··· Source material ···

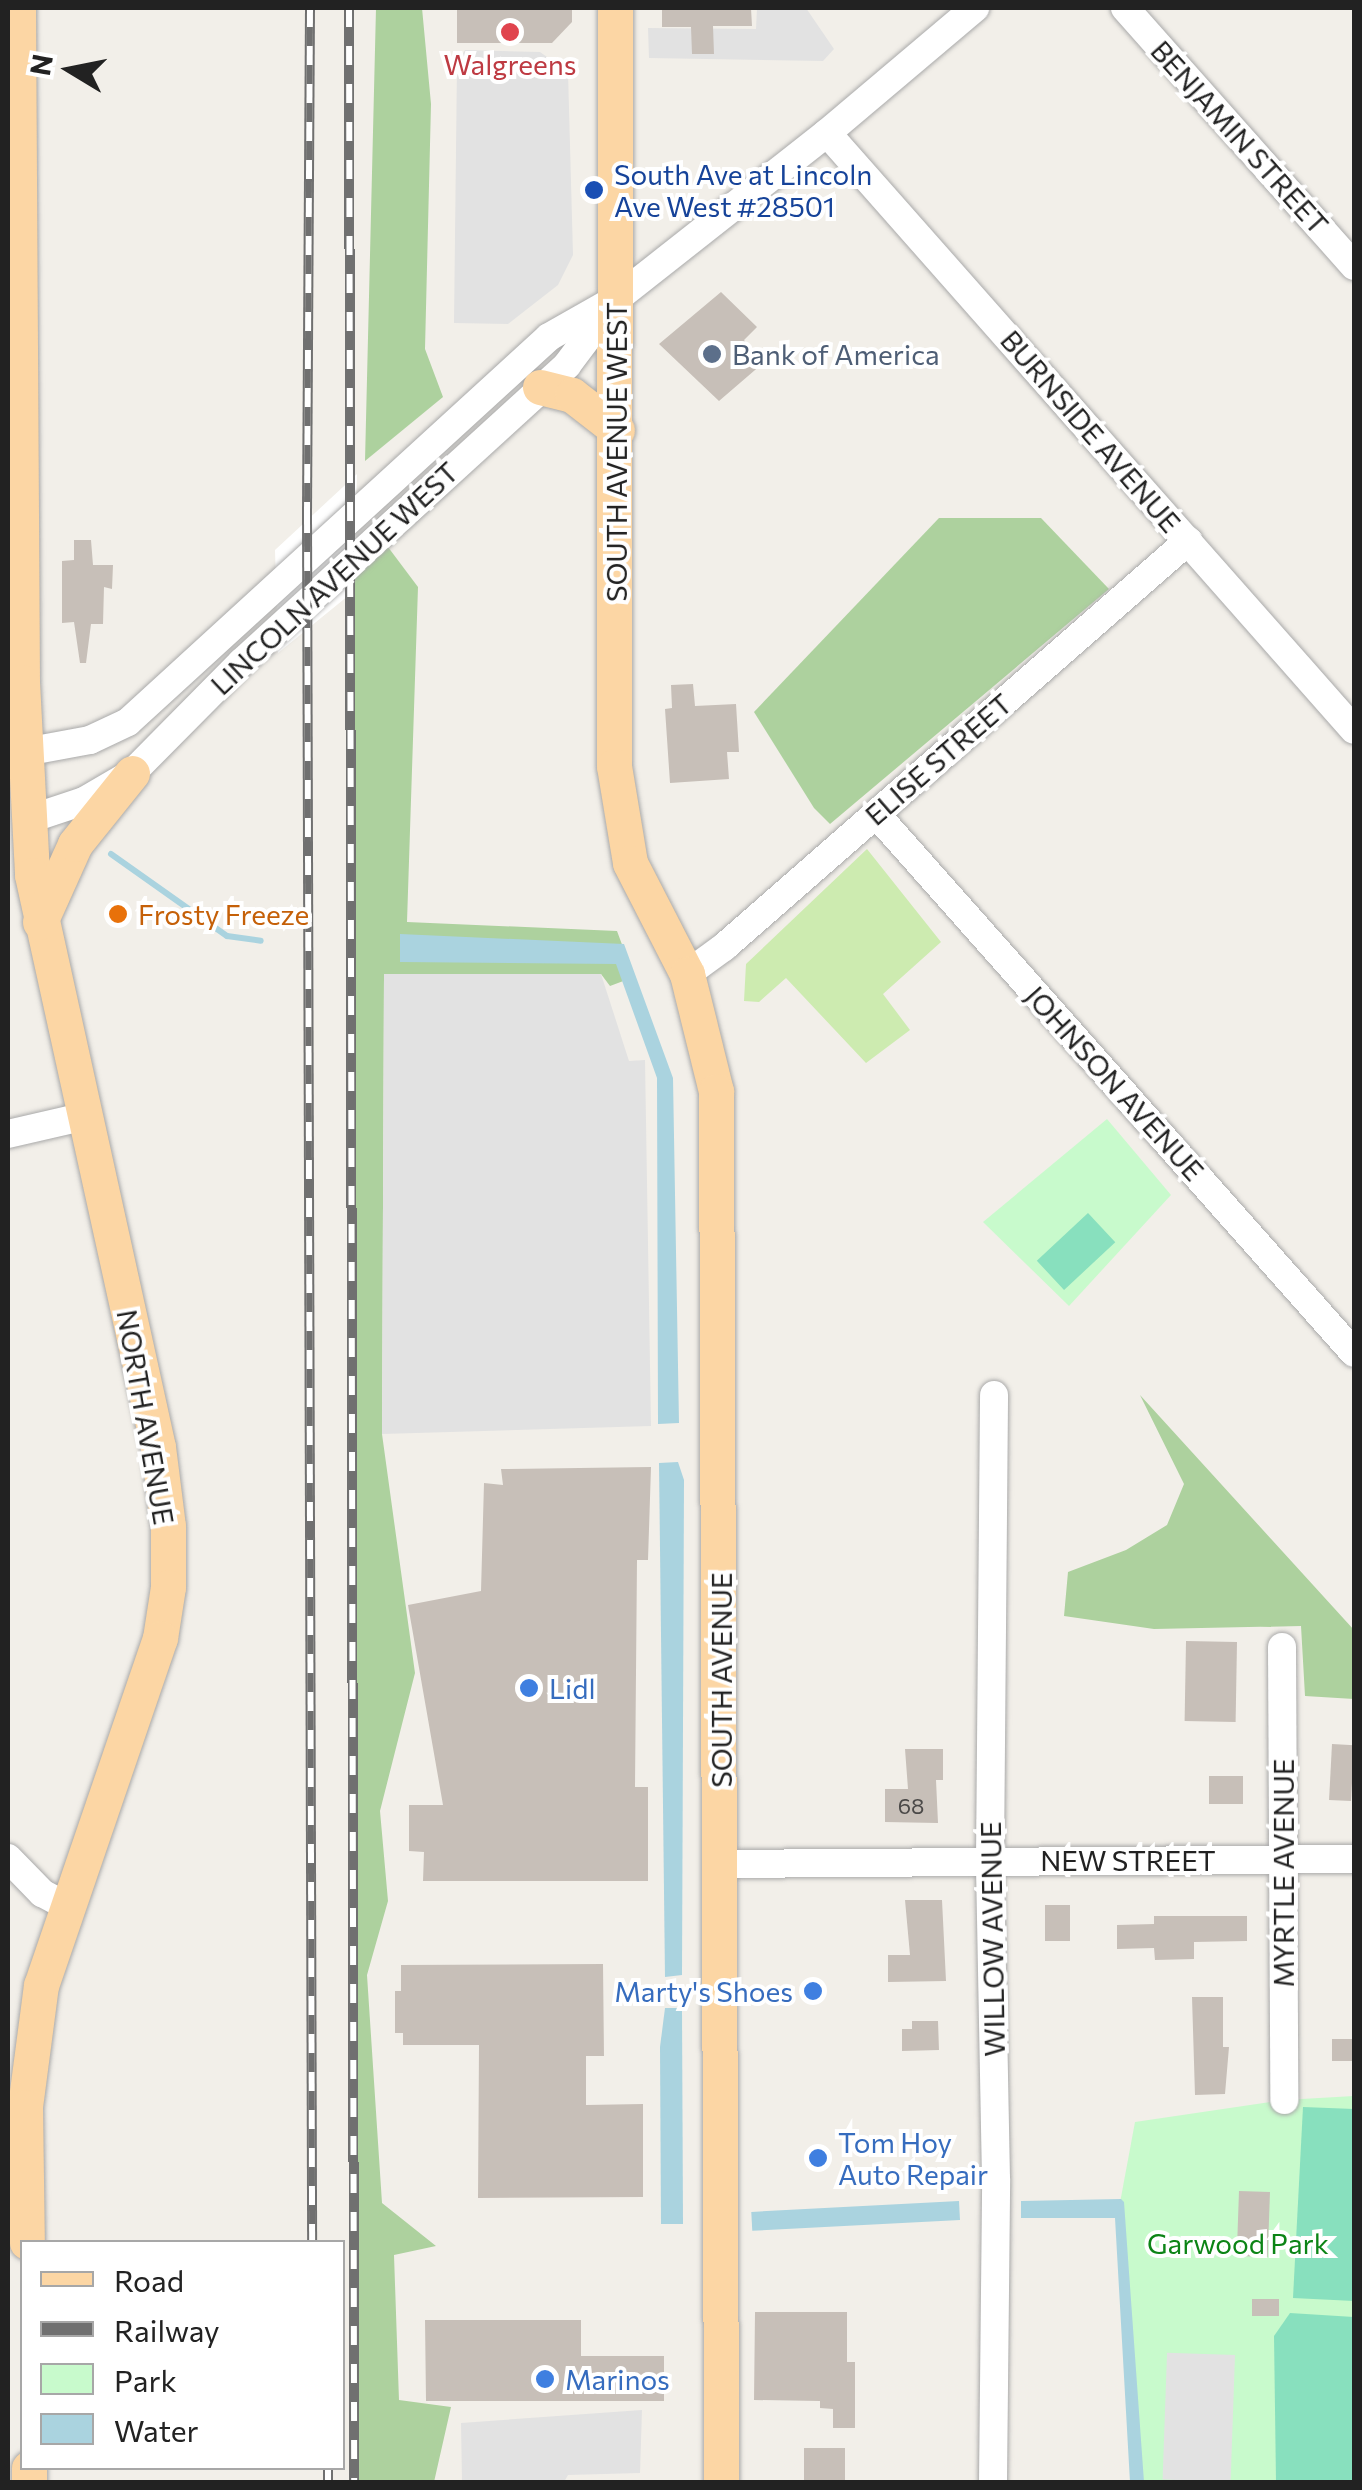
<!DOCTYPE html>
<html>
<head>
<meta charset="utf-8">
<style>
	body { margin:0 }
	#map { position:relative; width:1362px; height:2490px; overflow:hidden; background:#f2efe9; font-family:Commissioner,sans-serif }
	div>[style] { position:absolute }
	.grass>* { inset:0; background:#cdebb0 }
	.forest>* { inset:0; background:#add19e }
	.park>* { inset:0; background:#c8facc }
	.pitch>* { inset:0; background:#88e0be; transform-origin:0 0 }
	.parking>* { inset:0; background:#e2e2e2; transform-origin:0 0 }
	.water>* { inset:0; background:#aad3df; transform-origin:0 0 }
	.pier>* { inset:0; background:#fff }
	.stream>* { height:6px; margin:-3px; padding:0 3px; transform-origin:3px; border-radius:3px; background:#aad3df }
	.building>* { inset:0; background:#c7bfb8; transform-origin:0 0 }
	.roads { filter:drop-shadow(0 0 2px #a9a9a9) drop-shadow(0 0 2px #a9a9a9) }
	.minor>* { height:28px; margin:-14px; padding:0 14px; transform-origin:14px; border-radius:14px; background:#fff }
	.major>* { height:35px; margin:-17.5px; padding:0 17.5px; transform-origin:17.5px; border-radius:17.5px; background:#fcd6a4 }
	.rail>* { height:10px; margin-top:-5px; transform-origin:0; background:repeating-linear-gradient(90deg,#fff 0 19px,#707070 0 38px); box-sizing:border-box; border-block:2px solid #707070 }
	.dots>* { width:28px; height:28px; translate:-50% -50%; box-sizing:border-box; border:5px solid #fff; border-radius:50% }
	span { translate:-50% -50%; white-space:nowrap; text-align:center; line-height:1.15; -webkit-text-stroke:8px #fff; paint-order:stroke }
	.number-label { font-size:22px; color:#4b4948 }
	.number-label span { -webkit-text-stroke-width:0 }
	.health-label { font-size:28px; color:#be3a42 }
	.street-label { font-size:28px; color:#222 }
	.transit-label { font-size:28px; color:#164399 }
	.left { translate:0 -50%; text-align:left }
	.service-label { font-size:28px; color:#4e5e75 }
	.food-label { font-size:28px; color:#c56008 }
	.shop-label { font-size:28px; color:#366cbe }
	.right { translate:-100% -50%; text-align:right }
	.park-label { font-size:28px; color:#0c8416 }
	.frame { position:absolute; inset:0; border:10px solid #222; pointer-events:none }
	.legend { position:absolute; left:20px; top:2240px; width:325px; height:230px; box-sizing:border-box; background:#fff; border:2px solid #a7a7a7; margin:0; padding:12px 18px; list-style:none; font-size:30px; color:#222 }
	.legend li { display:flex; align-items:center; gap:20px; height:50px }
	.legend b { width:50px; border:2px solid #a7a7a7 }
	.north { position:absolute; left:20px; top:20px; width:100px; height:100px; -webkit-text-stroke:8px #fff; paint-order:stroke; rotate:280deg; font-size:28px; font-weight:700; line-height:40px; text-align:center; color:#222 }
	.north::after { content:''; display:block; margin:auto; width:35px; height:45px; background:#222; clip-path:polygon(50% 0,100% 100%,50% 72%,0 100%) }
</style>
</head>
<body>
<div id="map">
	<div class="grass">
		<div style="clip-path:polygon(867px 849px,941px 942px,883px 994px,910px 1030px,866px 1063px,786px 978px,759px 1002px,744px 1001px,746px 964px)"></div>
	</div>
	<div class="forest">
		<div style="clip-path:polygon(376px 8px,422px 8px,431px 104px,425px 349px,443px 397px,365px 461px)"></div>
		<div style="clip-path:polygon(939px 518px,1041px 518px,1109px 589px,830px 824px,814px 808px,754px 712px)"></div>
		<div style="clip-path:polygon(382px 539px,418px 587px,407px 922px,617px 931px,634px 977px,610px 986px,601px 974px,384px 975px,382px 1434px,415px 1673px,380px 1811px,388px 1901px,367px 1975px,382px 2203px,436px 2246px,394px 2255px,399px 2400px,451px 2407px,434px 2482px,355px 2482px,350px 558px)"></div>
		<div style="clip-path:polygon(1140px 1395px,1354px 1630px,1354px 1699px,1305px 1696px,1301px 1626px,1154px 1629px,1064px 1616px,1068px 1572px,1126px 1550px,1167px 1525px,1184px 1484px)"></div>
	</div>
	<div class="park">
		<div style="clip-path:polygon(1107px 1119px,1171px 1195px,1069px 1306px,983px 1222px)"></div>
		<div style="clip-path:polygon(1354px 2096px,1354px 2482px,1138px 2482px,1119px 2208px,1135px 2122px,1284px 2100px)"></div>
	</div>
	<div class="pitch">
		<div style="left:1088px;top:1213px;width:40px;height:70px;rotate:47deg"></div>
		<div style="clip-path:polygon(1303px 2107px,1354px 2109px,1354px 2301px,1293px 2298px)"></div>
		<div style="clip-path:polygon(1290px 2313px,1354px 2317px,1354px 2482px,1276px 2482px,1274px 2336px)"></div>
	</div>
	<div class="parking">
		<div style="clip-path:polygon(757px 8px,806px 8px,834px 49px,823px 61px,649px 58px,648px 28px,756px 29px)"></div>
		<div style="clip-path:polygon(465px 50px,540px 52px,568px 72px,573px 255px,558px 285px,508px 324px,454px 323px,457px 64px)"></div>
		<div style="clip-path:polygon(384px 974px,601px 974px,629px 1061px,645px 1060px,651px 1426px,382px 1434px)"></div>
		<div style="left:1235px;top:2355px;width:127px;height:68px;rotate:92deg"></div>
		<div style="clip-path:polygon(642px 2410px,640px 2473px,568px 2475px,564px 2482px,462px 2482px,461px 2423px)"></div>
	</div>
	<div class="water">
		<div style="clip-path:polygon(400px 934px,624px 944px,673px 1078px,679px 1423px,658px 1424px,657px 1078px,616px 964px,400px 962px)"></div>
		<div style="clip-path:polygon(678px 1462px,684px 1480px,682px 1975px,665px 1977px,659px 1463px)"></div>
		<div style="clip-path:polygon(665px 2008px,682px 2008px,683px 2224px,661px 2224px,660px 2047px)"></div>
		<div style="clip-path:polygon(1121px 2199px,1124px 2202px,1144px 2482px,1130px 2482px,1115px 2218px,1021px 2218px,1021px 2201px)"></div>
		<div style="left:959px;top:2201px;width:19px;height:208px;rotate:87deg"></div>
	</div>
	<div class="pier">
		<div style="clip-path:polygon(357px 474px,354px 591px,278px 653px,275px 550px)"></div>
	</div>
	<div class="stream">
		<div style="left:111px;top:854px;width:142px;rotate:35.3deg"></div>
		<div style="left:227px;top:936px;width:34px;rotate:8deg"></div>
	</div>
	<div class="building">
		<div style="clip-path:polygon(457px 8px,572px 8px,572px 22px,552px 43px,457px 43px)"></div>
		<div style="clip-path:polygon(662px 8px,751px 8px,752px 26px,713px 26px,714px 54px,692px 54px,691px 27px,662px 27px)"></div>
		<div style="clip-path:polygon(721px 292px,757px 327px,744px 340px,762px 364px,719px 401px,659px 344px)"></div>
		<div style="clip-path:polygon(74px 540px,91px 540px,93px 565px,113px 565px,112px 589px,104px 587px,103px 624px,91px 624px,86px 663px,80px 663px,74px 622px,62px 623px,62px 561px,74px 560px)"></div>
		<div style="clip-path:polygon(693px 684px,695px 706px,736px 704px,739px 752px,727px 752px,729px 779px,670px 783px,665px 709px,672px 708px,671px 685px)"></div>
		<div style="clip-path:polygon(651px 1467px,648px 1560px,637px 1560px,635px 1787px,648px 1787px,648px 1881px,423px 1881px,424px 1852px,409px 1851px,409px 1805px,443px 1805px,408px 1605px,481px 1591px,484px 1483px,503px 1485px,501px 1469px)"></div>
		<div style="left:1237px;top:1642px;width:80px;height:51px;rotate:91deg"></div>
		<div style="left:1332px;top:1744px;width:22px;height:56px;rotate:3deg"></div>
		<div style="clip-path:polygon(905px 1749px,943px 1749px,943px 1780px,936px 1780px,938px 1823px,885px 1822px,885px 1789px,908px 1789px)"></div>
		<div style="left:1243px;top:1776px;width:28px;height:34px;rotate:90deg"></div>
		<div style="clip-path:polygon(905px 1900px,942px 1900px,946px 1981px,888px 1982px,888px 1955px,910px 1955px)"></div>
		<div style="left:1045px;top:1905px;width:25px;height:36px"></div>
		<div style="clip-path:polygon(1154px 1916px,1247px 1916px,1247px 1941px,1194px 1942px,1194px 1959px,1155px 1960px,1154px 1948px,1117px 1949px,1117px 1925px,1154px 1924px)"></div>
		<div style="clip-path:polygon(603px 1964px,604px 2056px,586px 2056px,586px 2105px,643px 2104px,643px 2197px,478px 2198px,479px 2045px,403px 2045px,403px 2033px,395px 2033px,395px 1991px,401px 1991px,401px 1965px)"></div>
		<div style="clip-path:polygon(1192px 1997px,1223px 1997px,1223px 2047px,1229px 2047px,1225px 2094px,1195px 2095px)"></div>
		<div style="clip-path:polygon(912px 2021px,938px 2021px,939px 2050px,902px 2051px,902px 2029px,912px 2029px)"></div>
		<div style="left:1354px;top:2039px;width:22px;height:22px;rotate:90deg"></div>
		<div style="left:1239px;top:2191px;width:31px;height:65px;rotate:2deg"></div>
		<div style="left:1252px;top:2299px;width:27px;height:17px"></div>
		<div style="clip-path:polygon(755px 2312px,847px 2312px,847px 2362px,855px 2362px,855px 2428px,833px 2428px,833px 2409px,820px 2408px,820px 2401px,754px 2400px)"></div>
		<div style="clip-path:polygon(425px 2320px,581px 2320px,581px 2356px,664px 2356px,664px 2401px,426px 2401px)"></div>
		<div style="left:804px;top:2448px;width:41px;height:34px"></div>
	</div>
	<div class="roads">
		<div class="minor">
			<div style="left:1125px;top:8px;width:345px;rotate:48.4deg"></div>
			<div style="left:827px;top:133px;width:796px;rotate:48.56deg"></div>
			<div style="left:25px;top:752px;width:66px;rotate:-10.5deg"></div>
			<div style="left:90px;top:740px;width:42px;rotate:-25.3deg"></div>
			<div style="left:128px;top:722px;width:570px;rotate:-42.44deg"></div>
			<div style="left:549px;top:337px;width:77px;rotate:-29.6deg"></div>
			<div style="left:616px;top:299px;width:268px;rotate:-38.2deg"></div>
			<div style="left:827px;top:133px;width:194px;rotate:-40.2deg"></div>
			<div style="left:876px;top:814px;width:720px;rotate:48.43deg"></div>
			<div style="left:27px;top:820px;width:60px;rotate:-18.4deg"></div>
			<div style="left:84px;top:801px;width:56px;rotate:-30.3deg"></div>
			<div style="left:132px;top:773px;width:156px;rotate:-45.3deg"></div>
			<div style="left:242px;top:662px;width:440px;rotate:-42.4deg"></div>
			<div style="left:567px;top:365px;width:70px;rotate:-53.1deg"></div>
			<div style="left:687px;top:974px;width:46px;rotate:-36.1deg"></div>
			<div style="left:724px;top:947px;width:617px;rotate:-41.19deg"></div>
			<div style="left:8px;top:1134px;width:80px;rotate:-13deg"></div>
			<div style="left:1282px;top:1647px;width:453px;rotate:89.7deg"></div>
			<div style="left:8px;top:1858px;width:49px;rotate:45.8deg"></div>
			<div style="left:42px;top:1893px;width:27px;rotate:28deg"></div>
			<div style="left:721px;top:1864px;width:633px;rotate:-0.45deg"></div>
			<div style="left:993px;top:2482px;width:303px;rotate:-89.4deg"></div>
			<div style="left:996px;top:2179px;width:320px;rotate:-91.1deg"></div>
			<div style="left:990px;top:1859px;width:464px;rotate:-89.5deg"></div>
		</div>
		<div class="major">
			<div style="left:18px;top:8px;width:674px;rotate:89.66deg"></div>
			<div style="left:22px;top:682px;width:193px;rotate:87deg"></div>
			<div style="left:32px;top:875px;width:586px;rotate:77.58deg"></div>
			<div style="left:158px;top:1447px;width:80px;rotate:82.8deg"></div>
			<div style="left:168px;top:1526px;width:61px;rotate:90deg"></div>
			<div style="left:168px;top:1587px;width:52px;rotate:98.9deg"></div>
			<div style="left:160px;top:1638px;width:367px;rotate:108.9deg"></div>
			<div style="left:41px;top:1985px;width:123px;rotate:97.5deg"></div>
			<div style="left:25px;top:2107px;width:135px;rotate:89.2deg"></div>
			<div style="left:615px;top:8px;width:758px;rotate:90.08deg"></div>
			<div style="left:614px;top:766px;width:98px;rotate:80.6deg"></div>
			<div style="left:630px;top:863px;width:125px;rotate:62.8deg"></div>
			<div style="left:687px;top:974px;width:121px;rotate:76.1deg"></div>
			<div style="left:716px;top:1091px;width:1391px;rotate:89.79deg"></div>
			<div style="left:540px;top:387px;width:33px;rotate:14deg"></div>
			<div style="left:572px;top:395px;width:57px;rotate:37.9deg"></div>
			<div style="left:40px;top:922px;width:85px;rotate:-65.8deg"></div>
			<div style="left:75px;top:844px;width:91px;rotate:-51.2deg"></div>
			<div style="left:29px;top:2468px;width:14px;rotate:90deg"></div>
		</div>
	</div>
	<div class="rail">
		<div style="left:310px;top:8px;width:506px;rotate:90.34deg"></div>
		<div style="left:307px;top:514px;width:1728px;rotate:89.83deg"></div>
		<div style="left:349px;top:8px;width:2474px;rotate:89.88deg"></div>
		<div style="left:328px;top:2468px;width:14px;rotate:90deg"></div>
	</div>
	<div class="dots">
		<div style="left:510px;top:32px;background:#e0444e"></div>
		<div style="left:594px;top:190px;background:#1a4fb4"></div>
		<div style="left:712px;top:354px;background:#5c6f8a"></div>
		<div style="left:118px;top:914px;background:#e8710a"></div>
		<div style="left:529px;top:1688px;background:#3f7fe0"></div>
		<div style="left:813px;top:1991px;background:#3f7fe0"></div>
		<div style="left:818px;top:2158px;background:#3f7fe0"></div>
		<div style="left:545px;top:2379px;background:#3f7fe0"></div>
	</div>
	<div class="number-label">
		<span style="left:911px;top:1806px">68</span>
	</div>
	<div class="health-label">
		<span style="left:510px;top:64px">Walgreens</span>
	</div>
	<div class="street-label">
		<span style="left:1240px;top:137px;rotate:48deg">BENJAMIN STREET</span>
		<span style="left:1091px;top:431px;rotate:49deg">BURNSIDE AVENUE</span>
		<span style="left:616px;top:452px;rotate:-90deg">SOUTH AVENUE WEST</span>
		<span style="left:334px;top:578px;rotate:-43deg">LINCOLN AVENUE WEST</span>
		<span style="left:938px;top:759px;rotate:-41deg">ELISE STREET</span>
		<span style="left:1115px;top:1083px;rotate:48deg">JOHNSON AVENUE</span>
		<span style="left:146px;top:1417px;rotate:80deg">NORTH AVENUE</span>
		<span style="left:721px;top:1680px;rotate:-90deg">SOUTH AVENUE</span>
		<span style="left:1128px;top:1860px">NEW STREET</span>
		<span style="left:1283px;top:1873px;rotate:-90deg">MYRTLE AVENUE</span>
		<span style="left:992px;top:1939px;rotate:-91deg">WILLOW AVENUE</span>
	</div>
	<div class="transit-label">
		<span class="left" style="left:614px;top:190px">South Ave at Lincoln<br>Ave West #28501</span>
	</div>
	<div class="service-label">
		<span class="left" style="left:732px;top:354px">Bank of America</span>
	</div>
	<div class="food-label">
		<span class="left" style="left:138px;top:914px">Frosty Freeze</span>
	</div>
	<div class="shop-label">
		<span class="left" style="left:549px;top:1688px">Lidl</span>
		<span class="right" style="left:793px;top:1991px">Marty's Shoes</span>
		<span class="left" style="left:838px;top:2158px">Tom Hoy<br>Auto Repair</span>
		<span class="left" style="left:565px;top:2379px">Marinos</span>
	</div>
	<div class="park-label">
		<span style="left:1238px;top:2243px">Garwood Park</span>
	</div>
	<div class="frame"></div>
	<ul class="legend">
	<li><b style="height:12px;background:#fcd6a4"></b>Road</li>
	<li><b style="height:12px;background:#707070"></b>Railway</li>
	<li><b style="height:28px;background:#c8facc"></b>Park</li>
	<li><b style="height:28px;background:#aad3df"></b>Water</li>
	</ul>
	<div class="north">N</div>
</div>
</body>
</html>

···

**Task directions**
Copy every line of the listing that contains the word "number".

**Solution to the problem**
	.number-label { font-size:22px; color:#4b4948 }
	.number-label span { -webkit-text-stroke-width:0 }
	<div class="number-label">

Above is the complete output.